We spend a lot of time criticizing health-care practitioners, facilities, insurance and pharmaceutical companies because when it comes to harming patients, some of them deserve it. We’re always happy when somebody within the medical establishment looks at its problems with as much skepticism as we do.
Dr. Bob Wachter is a hospitalist—that is, a physician who works solely treating sick patients in hospitals —and the author of Wachter’s World. The blog, as it tagline says, is about “lively and iconoclastic ruminations on hospitals, hospitalists, quality, safety and more.”
In a recent post, Wachter comments on U.S. News & World Report’s annual “honor Roll” of “America’s Best Hospitals” for 2012-13. He applauds that U.S. News has moved from rating facilities almost exclusively by their reputations among the medical community to include more patient satisfaction factors as a measure of quality. We also have found fault with ratings that exclude the actual patient experience.

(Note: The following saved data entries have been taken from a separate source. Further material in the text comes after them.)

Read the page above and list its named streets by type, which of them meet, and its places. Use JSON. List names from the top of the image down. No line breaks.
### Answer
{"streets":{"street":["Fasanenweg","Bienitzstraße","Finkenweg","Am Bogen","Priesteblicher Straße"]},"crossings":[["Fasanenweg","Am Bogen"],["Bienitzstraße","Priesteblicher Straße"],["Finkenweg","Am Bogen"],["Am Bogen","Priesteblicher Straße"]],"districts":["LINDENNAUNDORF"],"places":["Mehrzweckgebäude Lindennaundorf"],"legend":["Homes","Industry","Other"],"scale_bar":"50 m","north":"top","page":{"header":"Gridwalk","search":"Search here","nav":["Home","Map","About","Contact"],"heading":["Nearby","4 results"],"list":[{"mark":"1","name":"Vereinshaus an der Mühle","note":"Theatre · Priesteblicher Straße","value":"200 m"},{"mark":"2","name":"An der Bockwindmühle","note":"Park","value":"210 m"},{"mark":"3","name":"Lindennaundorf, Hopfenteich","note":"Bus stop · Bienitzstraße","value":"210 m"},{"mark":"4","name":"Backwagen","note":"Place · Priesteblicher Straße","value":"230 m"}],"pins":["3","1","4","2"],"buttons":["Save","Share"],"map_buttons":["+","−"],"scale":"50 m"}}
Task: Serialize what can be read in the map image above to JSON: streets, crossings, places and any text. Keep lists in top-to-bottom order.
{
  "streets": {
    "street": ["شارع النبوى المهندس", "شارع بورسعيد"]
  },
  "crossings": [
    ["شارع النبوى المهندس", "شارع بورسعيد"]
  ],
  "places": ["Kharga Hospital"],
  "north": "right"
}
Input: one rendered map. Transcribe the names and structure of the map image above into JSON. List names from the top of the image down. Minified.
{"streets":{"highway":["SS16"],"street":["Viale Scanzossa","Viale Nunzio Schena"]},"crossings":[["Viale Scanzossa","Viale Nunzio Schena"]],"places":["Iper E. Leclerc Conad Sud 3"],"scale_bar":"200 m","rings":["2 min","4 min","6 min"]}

For the first time in more than 10 years of the magazine’s ratings, Wachter’s hospital, the University of California, San Francisco Medical Center (UCSF), has fallen out of the Top 10, moving from No. 7 last year to 13. But even more compelling to Wachter is that Johns Hopkins Hospital in Baltimore lost the No. 1 position it held for 21 years.
“When US News launched its Best Hospitals list with its April 30, 1990 issue,” Wachter wrote, “the entire ranking (which, then and now, considers only large teaching hospitals with advanced technologies) was based on reputation—a survey of 400 experts in each specialty rated the best hospitals in their field. Was this a measure of quality and safety? Maybe a little. But I’d bet that the rankings had more to do with the prominence of each hospital’s senior physicians, its publications and [National Institutes of Health] portfolio, the quality of its training programs and its successes in philanthropy than with the quality of the care it delivered. While the magazine changed the methodology to include some nonreputational outcome and process data in 1993, the reputational survey remained the most important factor.”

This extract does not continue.